Henry’s eyes open, he gasps into the silence around him. Can this be? That this woman who has lost her son is now using the opportunity to carry on with this middle-aged and married man? This attorney? And at this moment Henry feels an inner sob, pain and relief mixed together. His disgust floods and overwhelms even his inmost guilt. It seems to Henry in this moment that not he but the whole world has cracked open to reveal a garden of grotesqueries, a garden worthy of Hieronymus Bosch with the variety and surprise of its cunning little monsters. It seems to him, as in a horror film, that the synagogue, the art world, the whole city of Los Angeles, is infested. Insect-ridden just underneath the skin. He sits up in his chair, heart racing. He pulls his hands out of the communal hand-clasping and rubs them with his handkerchief.
Henry, we’ll have an accident,” his mother tells him, as they speed home. He grits his teeth and keeps driving. “Henry, you’re going too fast.” She is clutching the shoulder strap of her seat belt. But he barely hears her. His mind is full of voices. “How is the art biz?” Jason asked him. “It’s retail,” his brother exploded when Henry told him Laura Ashley was not what he wanted. “Look, there are many paths in life,” his therapist said, “and it’s not like one road is necessarily better than the other. The question is, what’s better for you, given that you are at this place right now.”

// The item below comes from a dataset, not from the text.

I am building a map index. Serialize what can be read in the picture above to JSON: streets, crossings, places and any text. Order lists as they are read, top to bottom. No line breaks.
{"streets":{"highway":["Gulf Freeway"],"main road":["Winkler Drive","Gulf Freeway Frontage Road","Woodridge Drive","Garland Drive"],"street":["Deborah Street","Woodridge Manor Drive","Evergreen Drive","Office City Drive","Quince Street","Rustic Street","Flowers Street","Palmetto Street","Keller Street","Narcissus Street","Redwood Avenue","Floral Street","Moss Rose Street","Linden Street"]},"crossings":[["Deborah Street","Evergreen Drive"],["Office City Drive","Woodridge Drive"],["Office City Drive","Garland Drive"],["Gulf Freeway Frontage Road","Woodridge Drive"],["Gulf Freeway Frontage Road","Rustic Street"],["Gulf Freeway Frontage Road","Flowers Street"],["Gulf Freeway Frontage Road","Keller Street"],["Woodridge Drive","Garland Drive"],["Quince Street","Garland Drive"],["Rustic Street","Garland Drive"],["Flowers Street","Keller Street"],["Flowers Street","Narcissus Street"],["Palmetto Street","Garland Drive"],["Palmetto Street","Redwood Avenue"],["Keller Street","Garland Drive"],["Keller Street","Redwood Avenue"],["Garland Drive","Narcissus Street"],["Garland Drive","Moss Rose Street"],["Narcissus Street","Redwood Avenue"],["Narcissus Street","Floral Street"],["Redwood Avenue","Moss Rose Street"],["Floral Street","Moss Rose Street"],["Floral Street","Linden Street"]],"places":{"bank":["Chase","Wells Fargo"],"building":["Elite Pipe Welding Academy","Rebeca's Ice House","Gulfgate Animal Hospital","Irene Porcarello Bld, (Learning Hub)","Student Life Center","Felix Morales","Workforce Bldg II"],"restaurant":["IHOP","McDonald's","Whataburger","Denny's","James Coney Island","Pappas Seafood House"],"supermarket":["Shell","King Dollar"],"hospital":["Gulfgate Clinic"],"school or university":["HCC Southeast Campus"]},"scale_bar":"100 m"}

And what is this place? Henry asks himself now as he speeds home, driving with cathartic anger, eating up the gray freeway, devouring the blazing sky. What is this place I have gotten into with the lithographs and the hooked-rug Chagalls? With Michael and his child lover, and the boy’s own mother peddling herself in the temple. What is this place? What is it? He has uprooted his mother and brought her to live near him. He has learned to drive. And yet he can see it all now, can permit himself to see it with righteous certainty: this place, Venice, with its art and beach, and all its local color, is really Sodom. It is really Sodom and Gomorrah put together. Nothing but thievery and uncovered flesh.
He sees the dichotomy with great clarity. Venice on the one hand, brazen and rotting in the sun, and, on the other, the East Coast, all cloistered and covered, all petticoated modesty. Dear Princeton with its old trees and towers, all his dear universities, even NYU, bastions of books, art, learning, pockets of civility where the rituals and niceties of life are still observed. Where iron gates hold business, all that whoredom, at bay.
“Henry,” his mother is telling him, “I thought the rabbi was very well-spoken.”
He will have to go back. He will have to find a way. “Henry,” his mother says, “Is that a police car? Is he chasing us?” Somehow he will support art. He will go back. He will rededicate himself to beauty. Not to the dealing, not the business, but to art itself. He will leave, leave, and he won’t look back over his shoulder. He will leave, and he won’t look back. He is already trying to remember the name of his brother’s friend in Short Hills.